Tuesday, July 08, 2014

Lessons Learned at Four Quarters Farm

Hello, there, chappies! It's me, Annie of the Appalachians, slinging more words your way! Catch 'em, share 'em, collect the whole set!

My three long-time readers will know that the biggest hurdle in my personal life has been the loss of my ties to the Appalachian farm that was in my family for ... oh ... thirteen or so generations. Really. I have an ancestor who died in 1778 whose grandfather lived in those parts.

At just about the same time that the last generation of Johnsons were dying out or moving away from Polish Mountain, a campground called Four Quarters Farm opened at the other end of the Zip code. It was quite a joke at the time, because Four Quarters started out as a completely clothing-optional place. (Options have been scaled back but not abandoned at present.)

It's no coincidence that I started camping at Four Quarters the same year that my family sold the homestead. What is a coincidence is that Four Quarters Farm is for Pagans ... and I had become Pagan.

When I go to Four Quarters Farm, I meditate on the loss of my farm, the lack of Appalachian identity in my children, the loss of family and friends and anchor. This is the Great Work that I still have to do to find peace in my life: I've got to stay connected to the land even with the loss of ownership.

This year at 4QF, my friend Maebius came and was pretty much game for any silly endeavor I proposed. So I persuaded him to go hiking with me off site to a state forest trail that I recalled from my youth. (There are some very gorgeous hollows in those mountains, but they're hard to get into and out of.) We set out in search of a drop-dead gorgeous hollow that used to be easy to find on a well-marked trail. But that was 20 years ago. The trail isn't even marked any more. We discovered this only after hiking into a wicked thicket of new growth woods and stinging nettles.

We weren't lost, but we couldn't find a consistent path back out of the hollow. It was slow going. Thankfully we did have a nice pure stream at our side.

As we made our way down along the stream, back toward where I parked, we began noticing interesting topography. There were ornamental shrubberies grown wild. Rock walls abandoned. Masonry foundations in the middle of the woods. The area had once been populated. Now it's woods.

Maebius said, "Nature has really reclaimed this place."

This comforted me immensely.

The long-gone residents of those long-gone homes were no doubt kin of mine. They're probably buried up in Chaneysville. But their homes, yards, barns, bridges ... lost, all lost.
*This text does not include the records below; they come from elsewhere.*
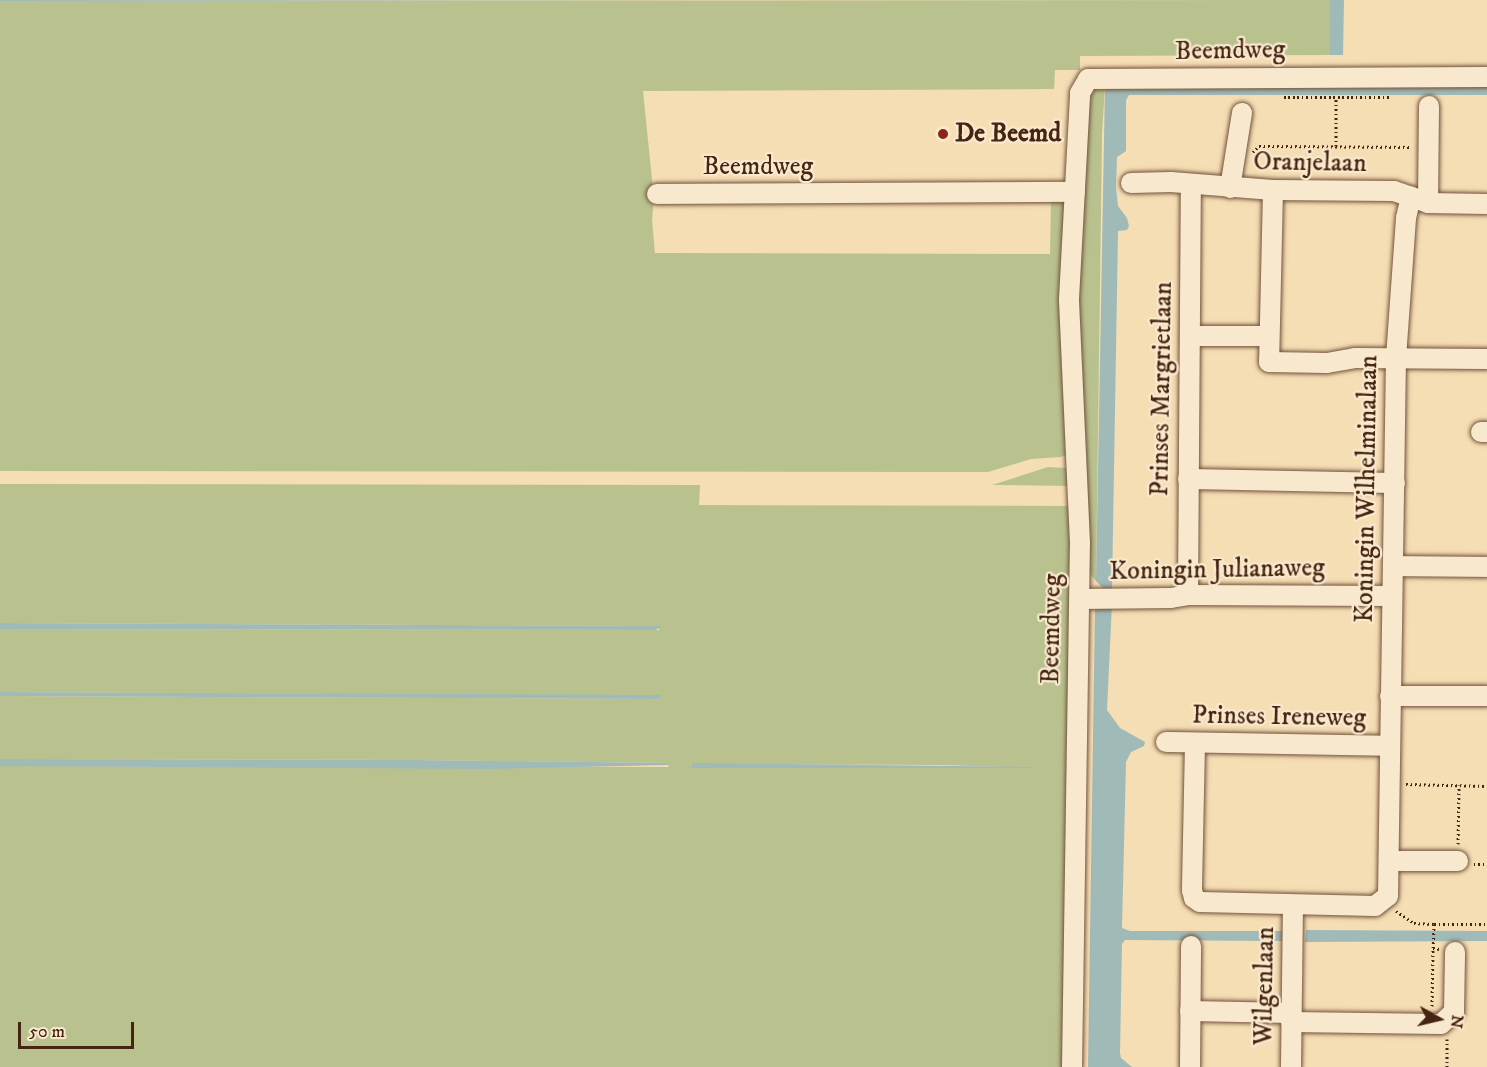 <!DOCTYPE html>
<html>
<head>
<meta charset="utf-8">
<style>
  body { margin:0 }
  #map { position:relative; width:1487px; height:1067px; overflow:hidden; background:#f5ddb4; font-family:"IM FELL DW Pica",serif }
  div>[style] { position:absolute }
  .green>* { inset:0; background:#b9c28f }
  .water>* { inset:0; background:#a0bab8 }
  .path>* { height:3px; margin-top:-1.5px; transform-origin:0; background:repeating-linear-gradient(90deg,#462411 0 1.5px,transparent 0 4.5px) }
  .roads { filter:drop-shadow(0 0 2px #72523a) drop-shadow(0 0 2px #72523a) }
  .minor>* { height:20px; margin:-10px; padding:0 10px; transform-origin:10px; border-radius:10px; background:#f8e9ce }
  .dots>* { width:16px; height:16px; translate:-50% -50%; box-sizing:border-box; border:3px solid #f8e9ce; border-radius:50% }
  span { translate:-50% -50%; white-space:nowrap; text-align:center; line-height:1.15; -webkit-text-stroke:4.5px #f8e9ce; paint-order:stroke }
  .street-label { font-size:26px; color:#462411 }
  .poi-label { font-size:26px; color:#462411; font-weight:700 }
  .left { translate:0 -50%; text-align:left }
  .north { position:absolute; left:1409px; top:989px; width:60px; height:60px; -webkit-text-stroke:4px #f8e9ce; paint-order:stroke; rotate:98deg; font-size:16px; font-weight:700; line-height:24px; text-align:center; color:#462411 }
  .north::after { content:''; display:block; margin:auto; width:21px; height:27px; background:#462411; clip-path:polygon(50% 0,100% 100%,50% 72%,0 100%) }
  .scale { position:absolute; left:18px; top:1022px; width:116px; height:27px; box-sizing:border-box; border:3px solid #462411; border-top:0; padding-left:8px; font-size:18px; line-height:21px; white-space:nowrap; color:#462411; -webkit-text-stroke:4px #f8e9ce; paint-order:stroke }
</style>
</head>
<body>
<div id="map">
  <div class="green">
    <i style="clip-path:polygon(1330px 0,1330px 55px,1080px 56px,1080px 70px,1055px 70px,1054px 89px,643px 91px,654px 199px,652px 220px,655px 253px,1050px 254px,1051px 198px,1068px 199px,1070px 453px,1061px 457px,1031px 459px,988px 472px,933px 472px,0 471px,0 1px)"></i>
    <i style="clip-path:polygon(1105px 85px,1102px 135px,1096px 581px,1090px 574px,1087px 562px,1088px 507px,1075px 295px,1091px 90px)"></i>
    <i style="clip-path:polygon(1048px 467px,1066px 468px,1074px 474px,1074px 486px,992px 485px)"></i>
    <i style="clip-path:polygon(evenodd,0 484px,700px 485px,699px 505px,1075px 506px,1073px 1067px,0 1067px,0 766px,669px 767px,667px 763px,415px 760px,0 759px,0 696px,659px 699px,661px 696px,0 692px,0 629px,655px 630px,659px 630px,659px 626px,0 623px,0 484px,690px 764px,941px 765px,1034px 768px,692px 768px,690px 764px)"></i>
  </div>
  <div class="water">
    <i style="clip-path:polygon(0 0,707px 0,0 1px)"></i>
    <i style="clip-path:polygon(1330px 0,1344px 0,1343px 55px,1330px 55px)"></i>
    <i style="clip-path:polygon(1105px 85px,1487px 86px,1487px 95px,1129px 95px,1126px 100px,1126px 151px,1117px 157px,1116px 187px,1118px 206px,1127px 218px,1129px 226px,1127px 230px,1118px 231px,1112px 589px,1104px 589px,1096px 581px)"></i>
    <i style="clip-path:polygon(1112px 603px,1107px 710px,1120px 728px,1145px 742px,1144px 746px,1131px 752px,1126px 762px,1122px 928px,1130px 931px,1282px 931px,1282px 941px,1125px 940px,1122px 944px,1120px 1053px,1121px 1058px,1132px 1067px,1088px 1067px,1095px 609px,1099px 606px)"></i>
    <i style="clip-path:polygon(0 623px,659px 626px,660px 628px,655px 630px,0 629px)"></i>
    <i style="clip-path:polygon(0 692px,660px 695px,661px 697px,659px 699px,0 696px)"></i>
    <i style="clip-path:polygon(0 759px,415px 760px,667px 763px,669px 765px,491px 769px,0 766px)"></i>
    <i style="clip-path:polygon(692px 763px,1031px 767px,1034px 768px,692px 768px,690px 766px)"></i>
    <i style="clip-path:polygon(1306px 930px,1487px 931px,1487px 941px,1305px 942px)"></i>
  </div>
  <div class="path">
    <i style="left:1284px;top:97px;width:106px"></i>
    <i style="left:1336px;top:146px;width:49px;rotate:-90deg"></i>
    <i style="left:1253px;top:152px;width:8px;rotate:-45deg"></i>
    <i style="left:1259px;top:146px;width:153px;rotate:0.4deg"></i>
    <i style="left:1406px;top:784px;width:81px;rotate:1.4deg"></i>
    <i style="left:1458px;top:844px;width:59px;rotate:-89deg"></i>
    <i style="left:1474px;top:864px;width:13px"></i>
    <i style="left:1396px;top:911px;width:22px;rotate:34deg"></i>
    <i style="left:1414px;top:923px;width:20px;rotate:3deg"></i>
    <i style="left:1434px;top:924px;width:24px;rotate:92deg"></i>
    <i style="left:1434px;top:924px;width:53px"></i>
    <i style="left:1432px;top:1006px;width:58px;rotate:-89deg"></i>
    <i style="left:1433px;top:948px;width:7px;rotate:8deg"></i>
    <i style="left:1447px;top:1067px;width:28px;rotate:-90deg"></i>
  </div>
  <div class="roads">
    <div class="minor">
      <i style="left:1131px;top:183px;width:40px;rotate:-1.4deg"></i>
      <i style="left:1171px;top:182px;width:102px;rotate:4.5deg"></i>
      <i style="left:1273px;top:190px;width:121px;rotate:0.5deg"></i>
      <i style="left:1394px;top:191px;width:36px;rotate:19deg"></i>
      <i style="left:1428px;top:203px;width:59px;rotate:1deg"></i>
      <i style="left:1230px;top:188px;width:76px;rotate:-80.9deg"></i>
      <i style="left:1273px;top:190px;width:172px;rotate:91.3deg"></i>
      <i style="left:1269px;top:362px;width:58px;rotate:1deg"></i>
      <i style="left:1327px;top:363px;width:28px;rotate:-10deg"></i>
      <i style="left:1355px;top:358px;width:132px;rotate:0.4deg"></i>
      <i style="left:657px;top:194px;width:418px;rotate:-0.3deg"></i>
      <i style="left:1428px;top:203px;width:97px;rotate:-89.4deg"></i>
      <i style="left:1190px;top:336px;width:79px"></i>
      <i style="left:1481px;top:432px;width:6px"></i>
      <i style="left:1188px;top:479px;width:207px;rotate:1.1deg"></i>
      <i style="left:1394px;top:566px;width:93px;rotate:0.6deg"></i>
      <i style="left:1188px;top:595px;width:411px;rotate:-89.6deg"></i>
      <i style="left:1080px;top:599px;width:91px;rotate:-0.6deg"></i>
      <i style="left:1171px;top:598px;width:17px;rotate:-10deg"></i>
      <i style="left:1188px;top:595px;width:203px;rotate:0.3deg"></i>
      <i style="left:1390px;top:696px;width:97px"></i>
      <i style="left:1166px;top:742px;width:224px;rotate:1deg"></i>
      <i style="left:1195px;top:744px;width:146px;rotate:91.2deg"></i>
      <i style="left:1192px;top:890px;width:8px;rotate:76deg"></i>
      <i style="left:1194px;top:898px;width:7px;rotate:34deg"></i>
      <i style="left:1200px;top:902px;width:175px;rotate:1.3deg"></i>
      <i style="left:1375px;top:906px;width:16px;rotate:-38deg"></i>
      <i style="left:1388px;top:896px;width:538px;rotate:-89.15deg"></i>
      <i style="left:1396px;top:358px;width:140px;rotate:-85.9deg"></i>
      <i style="left:1406px;top:218px;width:22px;rotate:-77deg"></i>
      <i style="left:1389px;top:861px;width:69px"></i>
      <i style="left:1190px;top:1011px;width:101px;rotate:1.1deg"></i>
      <i style="left:1291px;top:1022px;width:150px;rotate:0.8deg"></i>
      <i style="left:1441px;top:1024px;width:18px;rotate:-43deg"></i>
      <i style="left:1454px;top:1012px;width:60px;rotate:-89deg"></i>
      <i style="left:1072px;top:1067px;width:524px;rotate:-89.13deg"></i>
      <i style="left:1080px;top:543px;width:244px;rotate:-92.6deg"></i>
      <i style="left:1069px;top:299px;width:206px;rotate:-86.9deg"></i>
      <i style="left:1080px;top:93px;width:16px;rotate:-60deg"></i>
      <i style="left:1088px;top:79px;width:399px;rotate:-0.3deg"></i>
      <i style="left:1190px;top:1067px;width:121px;rotate:-89.5deg"></i>
      <i style="left:1291px;top:1067px;width:162px;rotate:-89.3deg"></i>
    </div>
  </div>
  <div class="dots">
    <i style="left:943px;top:134px;background:#8f2418"></i>
  </div>
  <div class="street-label">
    <span style="left:1230px;top:51px;rotate:-1deg">Beemdweg</span>
    <span style="left:1310px;top:163px;rotate:1deg">Oranjelaan</span>
    <span style="left:758px;top:167px">Beemdweg</span>
    <span style="left:1162px;top:389px;rotate:-89deg">Prinses Margrietlaan</span>
    <span style="left:1367px;top:489px;rotate:-89deg">Koningin Wilhelminalaan</span>
    <span style="left:1217px;top:570px;rotate:-1deg">Koningin Julianaweg</span>
    <span style="left:1052px;top:629px;rotate:-89deg">Beemdweg</span>
    <span style="left:1279px;top:717px;rotate:1deg">Prinses Ireneweg</span>
    <span style="left:1265px;top:986px;rotate:-89deg">Wilgenlaan</span>
  </div>
  <div class="poi-label">
    <span class="left" style="left:955px;top:134px">De Beemd</span>
  </div>
  <div class="north">N</div>
  <div class="scale">50 m</div>
</div>
</body>
</html> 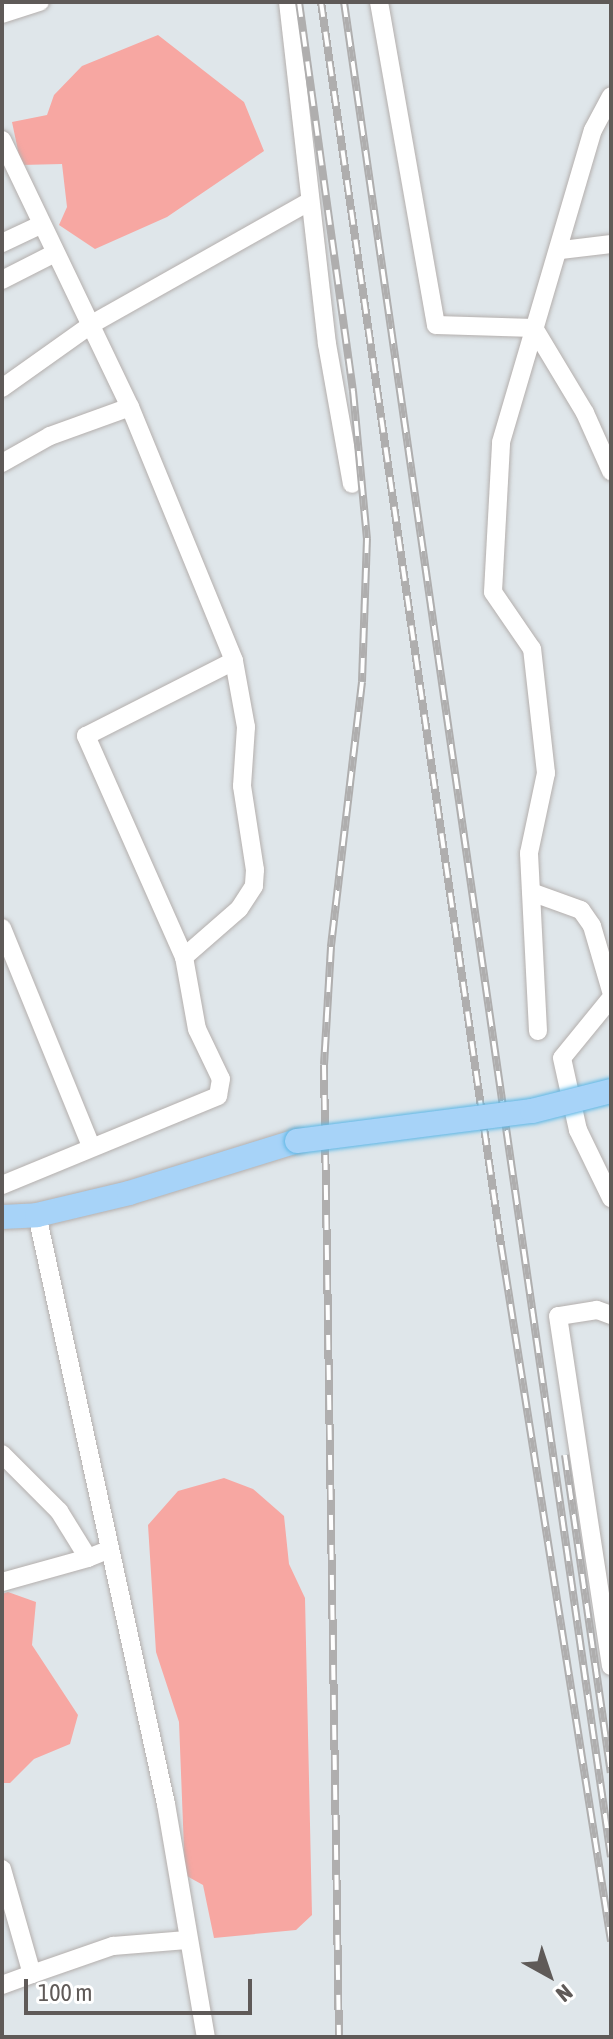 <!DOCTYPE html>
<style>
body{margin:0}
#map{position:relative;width:613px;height:2039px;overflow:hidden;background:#dfe6ea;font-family:"Asap Condensed",sans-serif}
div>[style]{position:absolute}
.water>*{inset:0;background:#f7a7a2}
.roads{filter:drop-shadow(0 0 2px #b4afad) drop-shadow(0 0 2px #b4afad)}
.minor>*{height:18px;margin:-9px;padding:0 9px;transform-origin:9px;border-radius:9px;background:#fff}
.major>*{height:24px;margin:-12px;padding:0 12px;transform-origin:12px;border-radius:12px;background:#a7d3f8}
.rail>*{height:8px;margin-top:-4px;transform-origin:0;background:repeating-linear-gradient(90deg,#fff 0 15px,#afaeae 0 30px);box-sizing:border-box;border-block:2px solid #afaeae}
.bridges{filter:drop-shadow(0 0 2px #5eb7e5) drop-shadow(0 0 2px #5eb7e5)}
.major-bridge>*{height:24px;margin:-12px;padding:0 12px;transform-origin:12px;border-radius:12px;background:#a7d3f8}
span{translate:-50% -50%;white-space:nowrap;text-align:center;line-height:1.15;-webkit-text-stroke:6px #fff;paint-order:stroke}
.frame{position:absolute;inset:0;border:4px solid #5f5a58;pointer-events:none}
.north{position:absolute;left:509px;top:1935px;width:80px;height:80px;-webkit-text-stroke:6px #fff;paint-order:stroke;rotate:140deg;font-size:22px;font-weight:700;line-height:32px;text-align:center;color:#5f5a58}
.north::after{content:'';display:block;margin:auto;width:28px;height:36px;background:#5f5a58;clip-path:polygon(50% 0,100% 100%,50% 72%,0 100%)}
.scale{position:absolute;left:24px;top:1979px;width:228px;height:36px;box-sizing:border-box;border:4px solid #5f5a58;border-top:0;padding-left:10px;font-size:24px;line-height:28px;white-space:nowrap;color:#5f5a58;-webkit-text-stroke:6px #fff;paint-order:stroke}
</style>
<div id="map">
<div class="water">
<i style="clip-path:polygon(158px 35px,244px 102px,264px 151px,167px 217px,95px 249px,59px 225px,67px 207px,62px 164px,21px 165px,12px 122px,47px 115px,54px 95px,82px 66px)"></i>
<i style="clip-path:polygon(224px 1478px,253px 1489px,284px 1516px,289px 1564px,305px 1598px,312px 1915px,296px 1930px,214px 1938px,203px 1885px,185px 1875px,179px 1722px,156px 1652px,148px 1525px,178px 1491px)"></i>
<i style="clip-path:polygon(8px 1592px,36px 1602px,32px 1645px,78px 1715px,70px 1744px,34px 1759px,10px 1783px,2px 1783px,2px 1594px)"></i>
</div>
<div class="roads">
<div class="minor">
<i style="left:288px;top:2px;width:344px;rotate:83.5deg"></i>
<i style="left:327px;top:344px;width:142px;rotate:79.9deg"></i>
<i style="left:379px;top:2px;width:328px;rotate:80deg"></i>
<i style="left:436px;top:325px;width:98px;rotate:1.8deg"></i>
<i style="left:534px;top:328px;width:99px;rotate:59deg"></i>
<i style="left:585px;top:413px;width:64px;rotate:65.9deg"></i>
<i style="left:2px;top:14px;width:40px;rotate:-18deg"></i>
<i style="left:2px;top:140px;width:296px;rotate:64.4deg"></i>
<i style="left:130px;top:407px;width:274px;rotate:67.7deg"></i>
<i style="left:234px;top:661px;width:67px;rotate:79.7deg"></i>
<i style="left:246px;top:727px;width:59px;rotate:93.9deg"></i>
<i style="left:242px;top:786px;width:85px;rotate:81.2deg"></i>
<i style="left:255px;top:870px;width:16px;rotate:94deg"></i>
<i style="left:254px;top:886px;width:27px;rotate:123deg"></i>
<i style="left:239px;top:909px;width:73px;rotate:138.9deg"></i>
<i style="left:184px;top:957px;width:73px;rotate:79.8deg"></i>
<i style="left:197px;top:1029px;width:55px;rotate:64.4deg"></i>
<i style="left:221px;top:1079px;width:17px;rotate:100deg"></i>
<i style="left:218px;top:1096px;width:234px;rotate:157.6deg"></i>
<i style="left:2px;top:243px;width:42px;rotate:-25.3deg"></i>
<i style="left:561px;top:250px;width:50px;rotate:-6.8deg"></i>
<i style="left:2px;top:280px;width:59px;rotate:-27deg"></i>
<i style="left:2px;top:388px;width:110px;rotate:-35.4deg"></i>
<i style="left:92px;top:324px;width:250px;rotate:-29.4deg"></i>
<i style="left:2px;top:463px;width:55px;rotate:-29.4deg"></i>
<i style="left:50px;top:436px;width:85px;rotate:-19.9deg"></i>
<i style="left:531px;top:892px;width:53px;rotate:19.8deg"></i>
<i style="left:581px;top:910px;width:19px;rotate:55deg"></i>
<i style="left:592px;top:926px;width:68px;rotate:73.7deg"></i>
<i style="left:2px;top:928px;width:235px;rotate:67.8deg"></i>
<i style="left:184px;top:957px;width:242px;rotate:-113.9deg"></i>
<i style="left:86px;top:736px;width:166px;rotate:-26.9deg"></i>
<i style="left:611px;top:998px;width:77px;rotate:129.2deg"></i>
<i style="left:562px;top:1058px;width:74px;rotate:77.5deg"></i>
<i style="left:578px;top:1130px;width:76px;rotate:64.1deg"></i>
<i style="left:538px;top:1031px;width:178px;rotate:-92.9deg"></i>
<i style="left:529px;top:853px;width:82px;rotate:-78deg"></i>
<i style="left:546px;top:773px;width:125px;rotate:-96.4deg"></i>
<i style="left:532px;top:649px;width:69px;rotate:-124.4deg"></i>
<i style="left:493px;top:592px;width:150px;rotate:-86.9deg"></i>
<i style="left:501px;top:442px;width:325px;rotate:-73.6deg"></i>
<i style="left:593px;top:130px;width:38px;rotate:-62deg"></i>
<i style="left:37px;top:1215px;width:603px;rotate:77.65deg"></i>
<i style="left:166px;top:1804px;width:236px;rotate:80.3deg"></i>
<i style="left:611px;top:1315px;width:15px;rotate:-160deg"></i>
<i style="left:597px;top:1310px;width:39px;rotate:171deg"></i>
<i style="left:558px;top:1316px;width:354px;rotate:81.4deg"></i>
<i style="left:2px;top:1454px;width:81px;rotate:45deg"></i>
<i style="left:59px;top:1511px;width:55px;rotate:58.3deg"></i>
<i style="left:88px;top:1558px;width:22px;rotate:-22deg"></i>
<i style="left:2px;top:1582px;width:89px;rotate:-15.6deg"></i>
<i style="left:2px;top:1869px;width:109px;rotate:74.1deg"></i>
<i style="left:32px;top:1974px;width:32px;rotate:160deg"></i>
<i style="left:32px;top:1974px;width:86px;rotate:-19.1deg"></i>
<i style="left:113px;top:1946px;width:74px;rotate:-4.6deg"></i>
</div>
<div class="major">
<i style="left:2px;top:1217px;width:35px;rotate:-3deg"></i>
<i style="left:37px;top:1215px;width:95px;rotate:-13.4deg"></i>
<i style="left:129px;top:1193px;width:176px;rotate:-17.2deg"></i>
</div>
</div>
<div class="rail">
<i style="left:299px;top:2px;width:393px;rotate:82.1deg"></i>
<i style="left:353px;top:391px;width:148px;rotate:84.6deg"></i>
<i style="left:367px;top:538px;width:144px;rotate:92deg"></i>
<i style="left:362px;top:682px;width:267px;rotate:96.7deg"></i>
<i style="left:331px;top:947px;width:118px;rotate:93.4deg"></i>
<i style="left:324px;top:1065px;width:972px;rotate:89.12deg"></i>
<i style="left:321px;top:2px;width:1256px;rotate:81.76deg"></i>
<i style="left:501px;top:1245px;width:705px;rotate:81.02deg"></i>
<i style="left:344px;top:2px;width:1874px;rotate:81.81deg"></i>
<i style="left:565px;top:1455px;width:321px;rotate:81.8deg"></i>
</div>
<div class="bridges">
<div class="major-bridge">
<i style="left:297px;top:1141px;width:237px;rotate:-7.3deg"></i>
<i style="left:532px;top:1111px;width:81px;rotate:-14.2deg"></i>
</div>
</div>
<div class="frame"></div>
<div class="north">N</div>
<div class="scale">100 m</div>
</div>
So, too, will this be with my great-grandfather's land. Once the kinship tie is broken, and the property owners are absentee or foreign, Nature moves in. There's a stubborn grove of locust trees where my great-aunt Belle had her magnificent garden. Carpenter bees have eaten the barn; it was torn down this year. The pastures are growing in because only deer are grazing them.

Appalachia is still under attack by mountaintop removal mining and fracking, but at least in the little patch where I came up, Gaia has moved in and is reclaiming. Now that no Johnsons live along Johnson Road anymore, I beseech Her to expand Her reach.  Let there be trees. Let there be woods. Let the roads grow in and the timbers crumble. Let the mountain forget us all. It was born in the days of the dinosaurs -- what do we matter to it, after all?

Gaia, take back what was yours, and thank you for letting us borrow the mountain for awhile. We didn't leave very much behind. Bright blessings to You.

6 comments:

Debra She Who Seeks said...

Your prayer to Gaia about Appalachia could be our prayer to Gaia about the entire world. One day we will be gone like the dinosaurs but She will carry on.

Anonymous said...

Your thoughts about how our Mother Earth has reclaimed your sacred places gives me comfort at a time humans pillage the landscape...I believe its only a temporary blip and she will reign again as we humans slide toward the abyss...

Maebius said...

Amen. :)

yellowdoggranny said...

my heart hurts for your loss..

Lucretia said...

I like the way you think, Anne. :-)

So mote it be!

Anonymous said...

Gaia will hold it in her heart for you.